While Tor is generally thought of as a place where those who want their online activity to remain anonymous, a new report suggests the FBI has been successfully tracking users across the network for some time.
Law enforcement agents were able to pin point a number of Tor users attached to the Aaron McGrath child pornography case in 2012. After obtaining warrants to track certain individuals accessing McGrath's servers, agents were able to pull exact home addresses and users names by infecting the servers with a form of malware. The tracking software identified the IP address of as many as 25 individuals in this case.

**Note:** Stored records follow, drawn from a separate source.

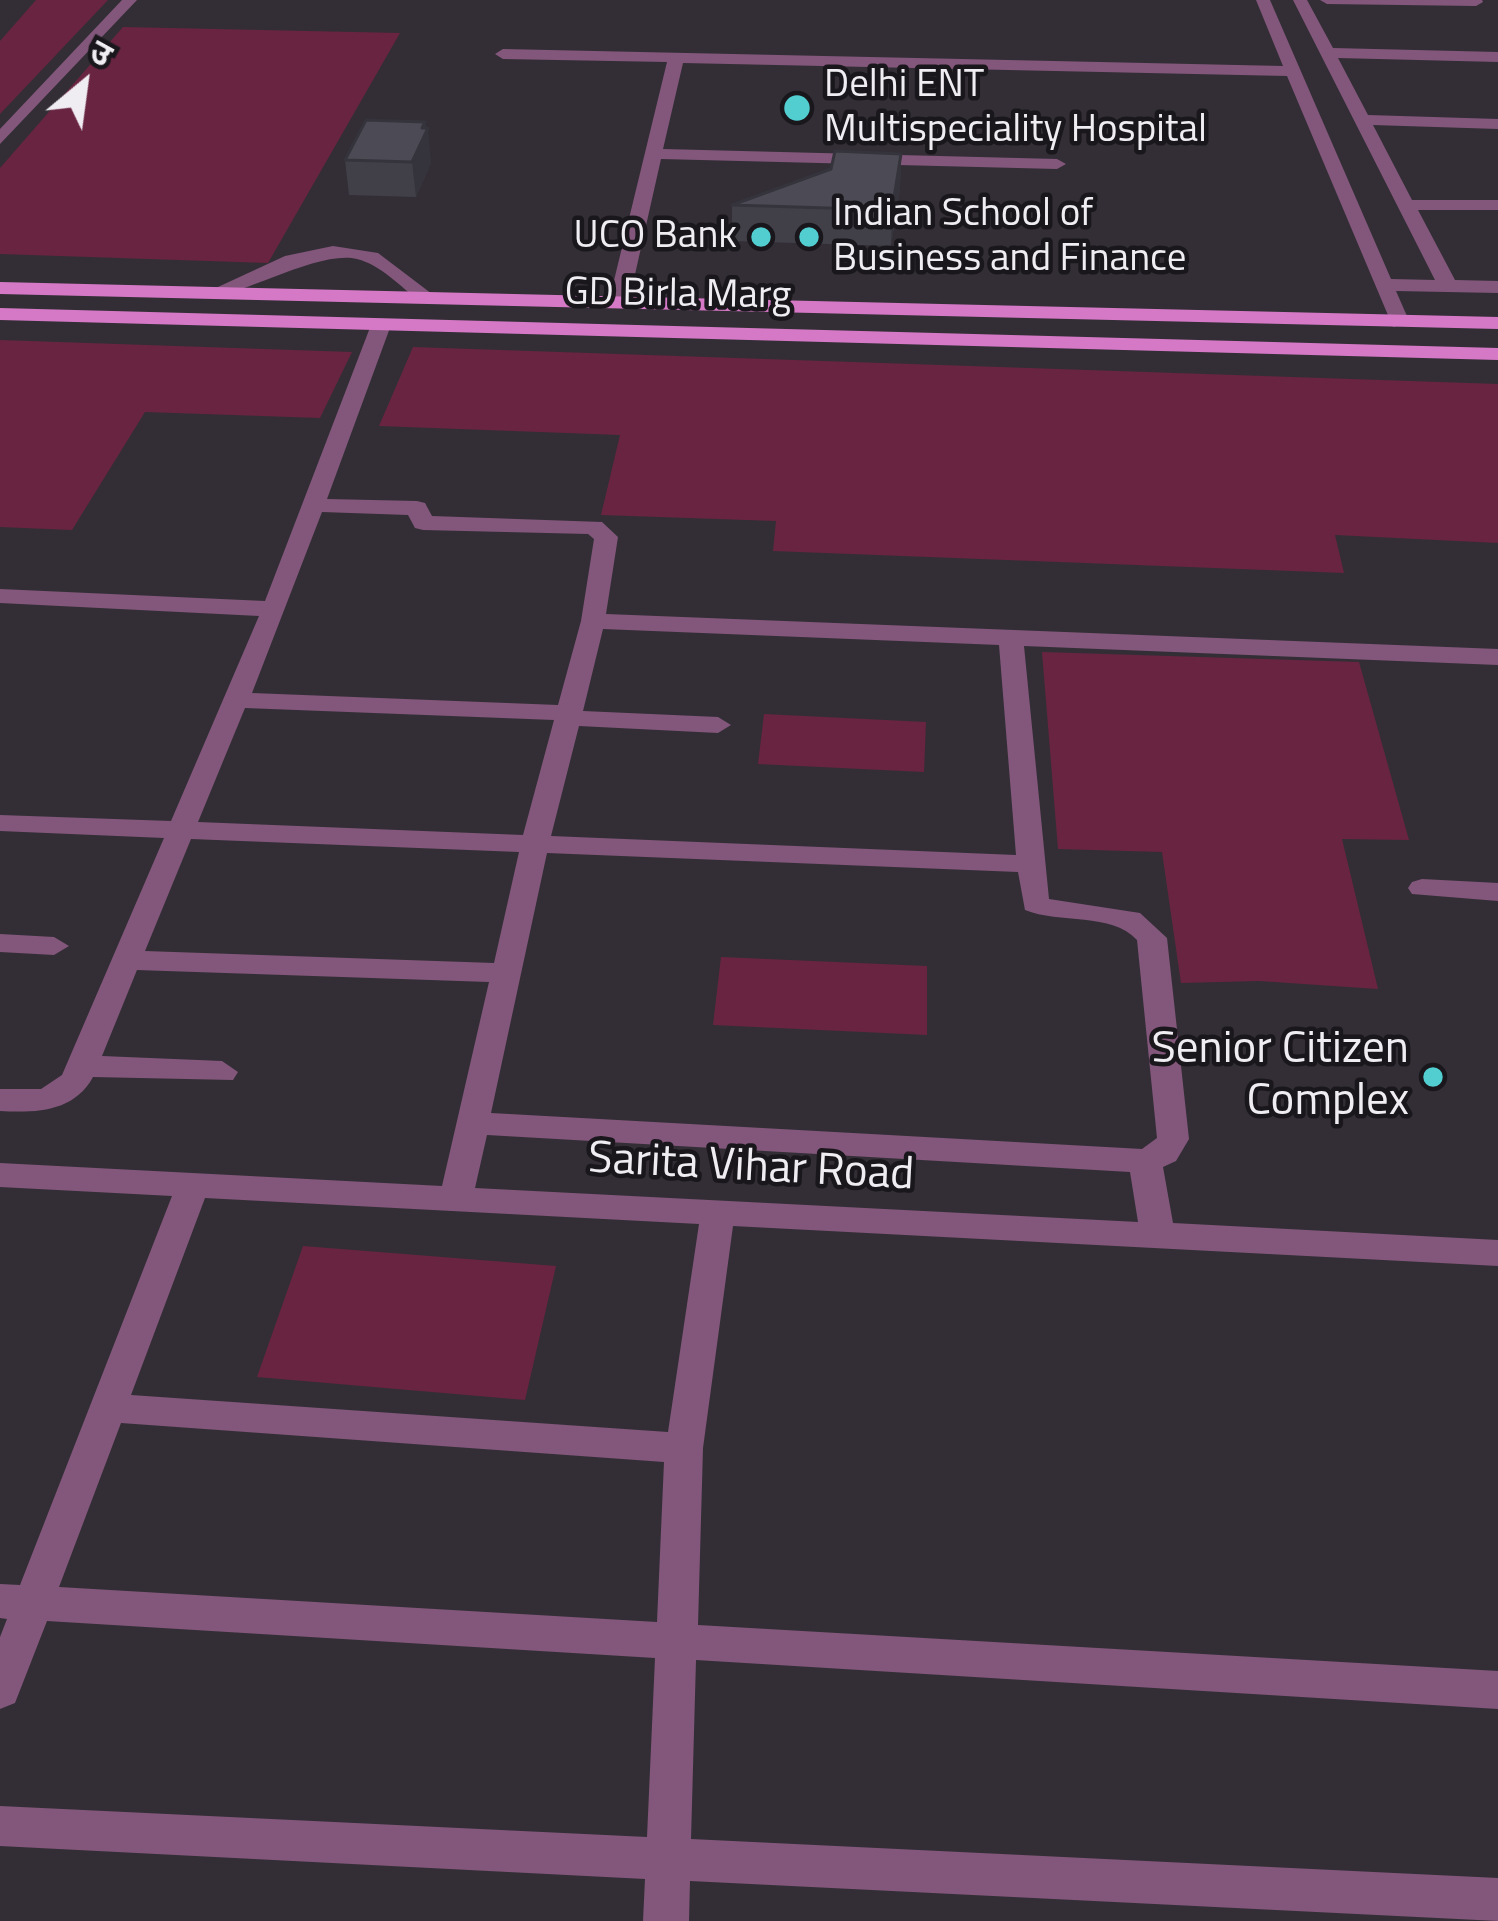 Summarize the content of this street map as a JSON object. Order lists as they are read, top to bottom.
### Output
{
  "streets": {
    "main road": ["GD Birla Marg"],
    "street": ["Sarita Vihar Road"]
  },
  "places": [
    "Delhi ENT Multispeciality Hospital",
    "UCO Bank",
    "Indian School of Business and Finance",
    "Senior Citizen Complex"
  ],
  "north": "top right"
} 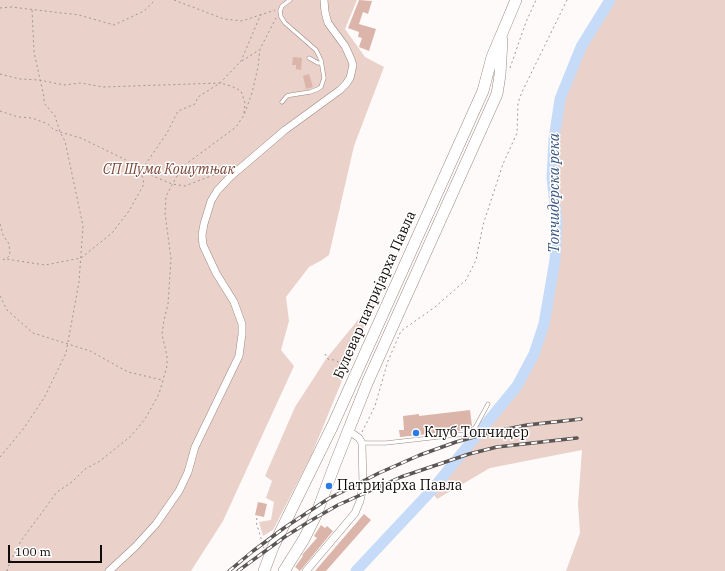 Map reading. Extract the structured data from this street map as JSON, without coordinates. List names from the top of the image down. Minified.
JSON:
{"streets":{"main road":["Булевар патријарха Павла"]},"water":["Топчидерска река"],"parks":["СП Шума Кошутњак"],"places":["Клуб Топчидер","Патријарха Павла"],"scale_bar":"100 m"}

The malware tactic doesn't necessarily shut down the Tor system at its core, but instead side steps it in order to plant the tracking software on particular servers. The FBI has been able to tap users within the Tor network previously, but not with the same level of control an ease as we now know they were in the McGrath investigations.
The tactic is already stirring up controversy with civil liberty groups. The FBI has apparently remained coy about the operation's details past the allotted 30 days provided by the warrant. One legal expert told Wired that normally "someone who is subject to a search warrant is told virtually immediately," and then continued by saying "what I think you have here is an egregious violation of the Fourth Amendment." Some suggest the FBI is using the malicious software technique in much broader strokes than it may seem as well, causing innocent individuals to become infected with the government malware.